Problem to solve — Report back each line of the data that contains the word "stream".

Collected data:
━━━━━━━━━━━━━━━━
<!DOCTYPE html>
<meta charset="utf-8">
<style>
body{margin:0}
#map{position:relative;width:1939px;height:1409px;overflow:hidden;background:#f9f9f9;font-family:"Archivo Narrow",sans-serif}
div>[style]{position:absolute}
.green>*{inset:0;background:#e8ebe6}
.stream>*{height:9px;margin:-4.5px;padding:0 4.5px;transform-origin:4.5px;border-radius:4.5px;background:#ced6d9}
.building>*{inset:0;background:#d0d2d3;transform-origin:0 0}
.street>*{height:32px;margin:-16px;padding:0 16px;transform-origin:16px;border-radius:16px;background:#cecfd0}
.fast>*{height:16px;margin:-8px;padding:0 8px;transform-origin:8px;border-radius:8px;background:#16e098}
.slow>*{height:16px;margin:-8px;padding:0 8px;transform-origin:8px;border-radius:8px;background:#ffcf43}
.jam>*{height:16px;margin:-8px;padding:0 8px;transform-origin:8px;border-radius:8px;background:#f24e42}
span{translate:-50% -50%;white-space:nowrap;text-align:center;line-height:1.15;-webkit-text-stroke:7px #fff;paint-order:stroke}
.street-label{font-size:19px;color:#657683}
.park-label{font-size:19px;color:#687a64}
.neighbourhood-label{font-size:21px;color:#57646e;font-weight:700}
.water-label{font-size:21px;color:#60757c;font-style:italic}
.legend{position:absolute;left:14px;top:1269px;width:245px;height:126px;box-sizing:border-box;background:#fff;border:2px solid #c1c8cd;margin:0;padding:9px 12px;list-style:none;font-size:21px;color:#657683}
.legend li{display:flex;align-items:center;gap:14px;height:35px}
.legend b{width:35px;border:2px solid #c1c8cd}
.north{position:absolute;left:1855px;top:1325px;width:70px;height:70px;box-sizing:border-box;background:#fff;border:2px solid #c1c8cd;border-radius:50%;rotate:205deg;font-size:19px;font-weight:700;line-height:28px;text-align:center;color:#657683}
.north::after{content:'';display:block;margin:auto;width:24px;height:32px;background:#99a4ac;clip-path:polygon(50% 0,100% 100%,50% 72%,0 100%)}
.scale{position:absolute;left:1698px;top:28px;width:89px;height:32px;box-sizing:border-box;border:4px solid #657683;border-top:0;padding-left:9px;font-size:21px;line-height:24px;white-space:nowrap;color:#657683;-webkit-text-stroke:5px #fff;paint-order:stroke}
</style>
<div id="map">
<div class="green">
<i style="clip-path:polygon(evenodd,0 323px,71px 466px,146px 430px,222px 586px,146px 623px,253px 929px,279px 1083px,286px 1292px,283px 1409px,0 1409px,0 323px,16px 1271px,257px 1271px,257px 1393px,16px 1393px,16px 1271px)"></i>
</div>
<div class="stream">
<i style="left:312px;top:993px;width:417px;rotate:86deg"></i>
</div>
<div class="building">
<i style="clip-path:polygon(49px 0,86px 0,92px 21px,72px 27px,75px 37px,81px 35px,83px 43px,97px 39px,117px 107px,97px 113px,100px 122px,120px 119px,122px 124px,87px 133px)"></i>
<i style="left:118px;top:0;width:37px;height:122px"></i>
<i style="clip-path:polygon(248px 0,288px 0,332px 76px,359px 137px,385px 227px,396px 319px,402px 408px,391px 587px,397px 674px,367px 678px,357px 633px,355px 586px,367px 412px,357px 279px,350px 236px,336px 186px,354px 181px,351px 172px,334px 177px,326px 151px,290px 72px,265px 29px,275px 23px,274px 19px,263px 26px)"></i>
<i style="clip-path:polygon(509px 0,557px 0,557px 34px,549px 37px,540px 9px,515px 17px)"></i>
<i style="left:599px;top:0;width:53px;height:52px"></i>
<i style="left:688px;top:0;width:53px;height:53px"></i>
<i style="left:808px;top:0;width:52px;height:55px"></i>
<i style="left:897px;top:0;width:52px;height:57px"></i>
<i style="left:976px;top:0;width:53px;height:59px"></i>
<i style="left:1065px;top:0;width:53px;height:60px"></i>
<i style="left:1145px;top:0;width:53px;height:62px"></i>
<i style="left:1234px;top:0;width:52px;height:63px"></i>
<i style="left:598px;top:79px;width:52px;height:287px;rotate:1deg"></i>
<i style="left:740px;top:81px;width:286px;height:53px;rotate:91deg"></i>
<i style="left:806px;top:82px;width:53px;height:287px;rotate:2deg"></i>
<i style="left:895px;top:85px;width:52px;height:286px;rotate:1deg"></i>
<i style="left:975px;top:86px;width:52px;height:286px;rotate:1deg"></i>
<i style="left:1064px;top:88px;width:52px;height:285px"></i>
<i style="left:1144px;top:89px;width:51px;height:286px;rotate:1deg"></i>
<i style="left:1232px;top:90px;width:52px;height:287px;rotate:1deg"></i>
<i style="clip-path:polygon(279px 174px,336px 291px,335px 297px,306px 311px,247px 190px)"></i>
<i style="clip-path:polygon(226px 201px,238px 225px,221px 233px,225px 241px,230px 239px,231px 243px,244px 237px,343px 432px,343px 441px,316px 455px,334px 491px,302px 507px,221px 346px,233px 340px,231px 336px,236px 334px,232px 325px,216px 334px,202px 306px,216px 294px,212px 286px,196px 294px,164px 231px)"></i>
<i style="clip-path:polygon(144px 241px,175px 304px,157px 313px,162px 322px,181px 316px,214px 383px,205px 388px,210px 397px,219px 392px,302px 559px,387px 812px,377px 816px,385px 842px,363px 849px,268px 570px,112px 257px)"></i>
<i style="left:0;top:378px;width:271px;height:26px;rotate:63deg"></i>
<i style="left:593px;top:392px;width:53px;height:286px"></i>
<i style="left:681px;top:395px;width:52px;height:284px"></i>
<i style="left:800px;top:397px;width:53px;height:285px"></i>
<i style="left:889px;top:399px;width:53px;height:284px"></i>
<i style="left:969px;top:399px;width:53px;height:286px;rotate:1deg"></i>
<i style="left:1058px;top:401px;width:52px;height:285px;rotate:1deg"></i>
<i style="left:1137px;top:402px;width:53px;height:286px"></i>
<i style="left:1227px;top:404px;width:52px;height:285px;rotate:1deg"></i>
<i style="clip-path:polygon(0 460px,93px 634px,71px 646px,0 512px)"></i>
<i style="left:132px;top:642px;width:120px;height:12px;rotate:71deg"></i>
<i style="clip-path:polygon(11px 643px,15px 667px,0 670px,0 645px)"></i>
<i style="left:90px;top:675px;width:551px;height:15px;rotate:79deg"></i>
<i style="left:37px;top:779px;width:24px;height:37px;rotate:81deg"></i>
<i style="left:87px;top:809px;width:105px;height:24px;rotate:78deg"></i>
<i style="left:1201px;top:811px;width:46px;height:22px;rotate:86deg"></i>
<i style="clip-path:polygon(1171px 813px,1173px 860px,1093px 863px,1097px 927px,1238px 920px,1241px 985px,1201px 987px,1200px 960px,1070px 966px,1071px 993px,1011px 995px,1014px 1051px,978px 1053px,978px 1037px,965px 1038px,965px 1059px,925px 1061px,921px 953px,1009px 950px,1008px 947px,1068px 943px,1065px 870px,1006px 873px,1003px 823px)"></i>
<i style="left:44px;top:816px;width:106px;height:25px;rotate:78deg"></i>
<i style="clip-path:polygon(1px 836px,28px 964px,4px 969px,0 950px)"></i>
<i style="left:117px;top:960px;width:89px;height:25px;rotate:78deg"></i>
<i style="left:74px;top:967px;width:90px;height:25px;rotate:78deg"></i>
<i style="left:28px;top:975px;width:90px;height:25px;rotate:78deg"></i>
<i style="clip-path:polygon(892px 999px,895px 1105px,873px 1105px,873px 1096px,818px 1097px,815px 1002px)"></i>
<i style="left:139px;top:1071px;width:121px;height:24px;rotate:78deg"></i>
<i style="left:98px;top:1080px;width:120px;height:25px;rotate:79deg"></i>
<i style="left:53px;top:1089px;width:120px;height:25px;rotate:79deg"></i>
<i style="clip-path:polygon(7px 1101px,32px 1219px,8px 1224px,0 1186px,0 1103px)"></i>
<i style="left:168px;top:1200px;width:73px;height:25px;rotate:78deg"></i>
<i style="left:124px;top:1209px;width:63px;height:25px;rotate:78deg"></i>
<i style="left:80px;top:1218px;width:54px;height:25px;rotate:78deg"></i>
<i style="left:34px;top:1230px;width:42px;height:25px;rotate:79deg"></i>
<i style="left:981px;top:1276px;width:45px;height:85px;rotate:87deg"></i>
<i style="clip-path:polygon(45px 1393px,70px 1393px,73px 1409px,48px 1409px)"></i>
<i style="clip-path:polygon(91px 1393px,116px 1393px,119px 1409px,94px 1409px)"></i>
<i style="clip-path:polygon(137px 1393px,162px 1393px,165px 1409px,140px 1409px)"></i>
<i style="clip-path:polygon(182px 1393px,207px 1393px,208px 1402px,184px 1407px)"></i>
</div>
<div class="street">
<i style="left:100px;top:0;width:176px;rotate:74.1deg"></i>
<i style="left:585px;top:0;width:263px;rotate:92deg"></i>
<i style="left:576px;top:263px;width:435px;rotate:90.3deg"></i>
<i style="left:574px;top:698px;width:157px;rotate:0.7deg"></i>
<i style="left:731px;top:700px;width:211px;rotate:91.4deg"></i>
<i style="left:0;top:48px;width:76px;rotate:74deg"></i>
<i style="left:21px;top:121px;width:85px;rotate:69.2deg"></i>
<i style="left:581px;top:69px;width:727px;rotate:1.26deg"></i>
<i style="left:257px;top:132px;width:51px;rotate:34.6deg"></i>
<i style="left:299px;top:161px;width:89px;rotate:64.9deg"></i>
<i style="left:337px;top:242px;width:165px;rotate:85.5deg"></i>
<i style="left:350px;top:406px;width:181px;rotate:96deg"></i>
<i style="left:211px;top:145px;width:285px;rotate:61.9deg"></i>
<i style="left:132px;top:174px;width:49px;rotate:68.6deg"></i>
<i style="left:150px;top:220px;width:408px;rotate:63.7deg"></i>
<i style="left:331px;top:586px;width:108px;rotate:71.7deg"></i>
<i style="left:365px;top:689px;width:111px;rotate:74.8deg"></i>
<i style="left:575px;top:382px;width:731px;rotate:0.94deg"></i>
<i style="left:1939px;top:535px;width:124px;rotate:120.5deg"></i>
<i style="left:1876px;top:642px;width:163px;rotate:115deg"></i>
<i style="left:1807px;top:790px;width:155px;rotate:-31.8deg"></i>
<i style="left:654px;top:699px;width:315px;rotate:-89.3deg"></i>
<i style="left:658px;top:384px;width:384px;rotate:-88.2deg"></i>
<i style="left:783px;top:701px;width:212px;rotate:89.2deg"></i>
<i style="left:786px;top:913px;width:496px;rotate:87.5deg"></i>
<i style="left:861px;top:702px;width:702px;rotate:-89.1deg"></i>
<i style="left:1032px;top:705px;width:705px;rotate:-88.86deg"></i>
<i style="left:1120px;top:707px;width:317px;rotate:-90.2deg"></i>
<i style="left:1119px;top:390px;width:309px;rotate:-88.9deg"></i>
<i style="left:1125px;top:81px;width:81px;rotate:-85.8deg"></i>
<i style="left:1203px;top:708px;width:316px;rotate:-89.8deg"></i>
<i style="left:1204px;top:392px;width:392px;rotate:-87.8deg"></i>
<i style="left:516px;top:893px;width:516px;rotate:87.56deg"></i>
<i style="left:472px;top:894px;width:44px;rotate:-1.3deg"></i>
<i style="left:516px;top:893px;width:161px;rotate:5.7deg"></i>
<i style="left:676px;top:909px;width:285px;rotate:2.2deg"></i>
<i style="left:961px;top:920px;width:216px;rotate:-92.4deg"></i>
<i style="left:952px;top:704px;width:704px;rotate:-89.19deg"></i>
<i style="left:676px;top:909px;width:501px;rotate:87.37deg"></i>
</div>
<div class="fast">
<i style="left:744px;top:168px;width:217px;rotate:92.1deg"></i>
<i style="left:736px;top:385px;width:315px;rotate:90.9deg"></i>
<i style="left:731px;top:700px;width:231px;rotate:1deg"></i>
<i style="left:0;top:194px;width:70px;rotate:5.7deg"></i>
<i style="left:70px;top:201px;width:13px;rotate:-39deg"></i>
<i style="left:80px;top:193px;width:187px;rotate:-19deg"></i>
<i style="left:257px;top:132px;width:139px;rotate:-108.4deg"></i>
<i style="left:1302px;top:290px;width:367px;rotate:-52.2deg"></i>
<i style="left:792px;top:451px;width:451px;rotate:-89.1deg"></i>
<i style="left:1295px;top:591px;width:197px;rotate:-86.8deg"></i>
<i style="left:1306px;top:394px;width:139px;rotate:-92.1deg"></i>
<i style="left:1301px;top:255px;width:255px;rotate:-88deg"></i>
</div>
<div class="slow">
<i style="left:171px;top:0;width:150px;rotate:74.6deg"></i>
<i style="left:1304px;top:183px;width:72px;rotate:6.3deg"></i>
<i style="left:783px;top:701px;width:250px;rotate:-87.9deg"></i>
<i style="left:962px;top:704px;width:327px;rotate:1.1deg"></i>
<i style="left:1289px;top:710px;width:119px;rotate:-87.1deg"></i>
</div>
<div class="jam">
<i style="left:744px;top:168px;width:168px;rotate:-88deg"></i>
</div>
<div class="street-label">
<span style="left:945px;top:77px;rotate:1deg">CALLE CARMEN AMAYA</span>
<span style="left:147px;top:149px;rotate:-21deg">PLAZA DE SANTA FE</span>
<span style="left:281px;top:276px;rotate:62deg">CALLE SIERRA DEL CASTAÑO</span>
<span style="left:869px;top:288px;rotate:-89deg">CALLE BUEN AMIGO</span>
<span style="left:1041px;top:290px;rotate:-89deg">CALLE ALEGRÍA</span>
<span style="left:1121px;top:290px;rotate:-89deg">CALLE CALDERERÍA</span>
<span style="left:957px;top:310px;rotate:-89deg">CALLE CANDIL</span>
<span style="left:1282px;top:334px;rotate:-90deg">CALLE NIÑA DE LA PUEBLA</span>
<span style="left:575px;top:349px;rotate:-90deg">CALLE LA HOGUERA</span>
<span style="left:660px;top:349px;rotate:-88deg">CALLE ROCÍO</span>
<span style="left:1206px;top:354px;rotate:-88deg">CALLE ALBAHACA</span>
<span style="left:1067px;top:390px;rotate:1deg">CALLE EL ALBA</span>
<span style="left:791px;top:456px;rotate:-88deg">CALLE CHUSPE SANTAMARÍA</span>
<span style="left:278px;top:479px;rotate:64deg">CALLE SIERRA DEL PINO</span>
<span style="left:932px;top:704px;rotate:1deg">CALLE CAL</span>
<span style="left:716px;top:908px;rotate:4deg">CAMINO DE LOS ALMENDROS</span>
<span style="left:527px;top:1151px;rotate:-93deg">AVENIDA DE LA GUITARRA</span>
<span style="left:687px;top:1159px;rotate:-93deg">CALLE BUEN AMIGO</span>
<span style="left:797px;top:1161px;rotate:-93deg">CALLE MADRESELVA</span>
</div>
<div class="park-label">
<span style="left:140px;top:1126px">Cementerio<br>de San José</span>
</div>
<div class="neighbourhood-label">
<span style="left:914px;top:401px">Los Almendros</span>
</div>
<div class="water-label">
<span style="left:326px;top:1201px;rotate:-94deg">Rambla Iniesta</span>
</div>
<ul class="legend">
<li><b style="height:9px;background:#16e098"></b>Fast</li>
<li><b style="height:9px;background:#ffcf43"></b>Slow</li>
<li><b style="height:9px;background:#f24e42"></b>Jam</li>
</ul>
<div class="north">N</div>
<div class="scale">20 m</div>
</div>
━━━━━━━━━━━━━━━━
Answer space —
.stream>*{height:9px;margin:-4.5px;padding:0 4.5px;transform-origin:4.5px;border-radius:4.5px;background:#ced6d9}
<div class="stream">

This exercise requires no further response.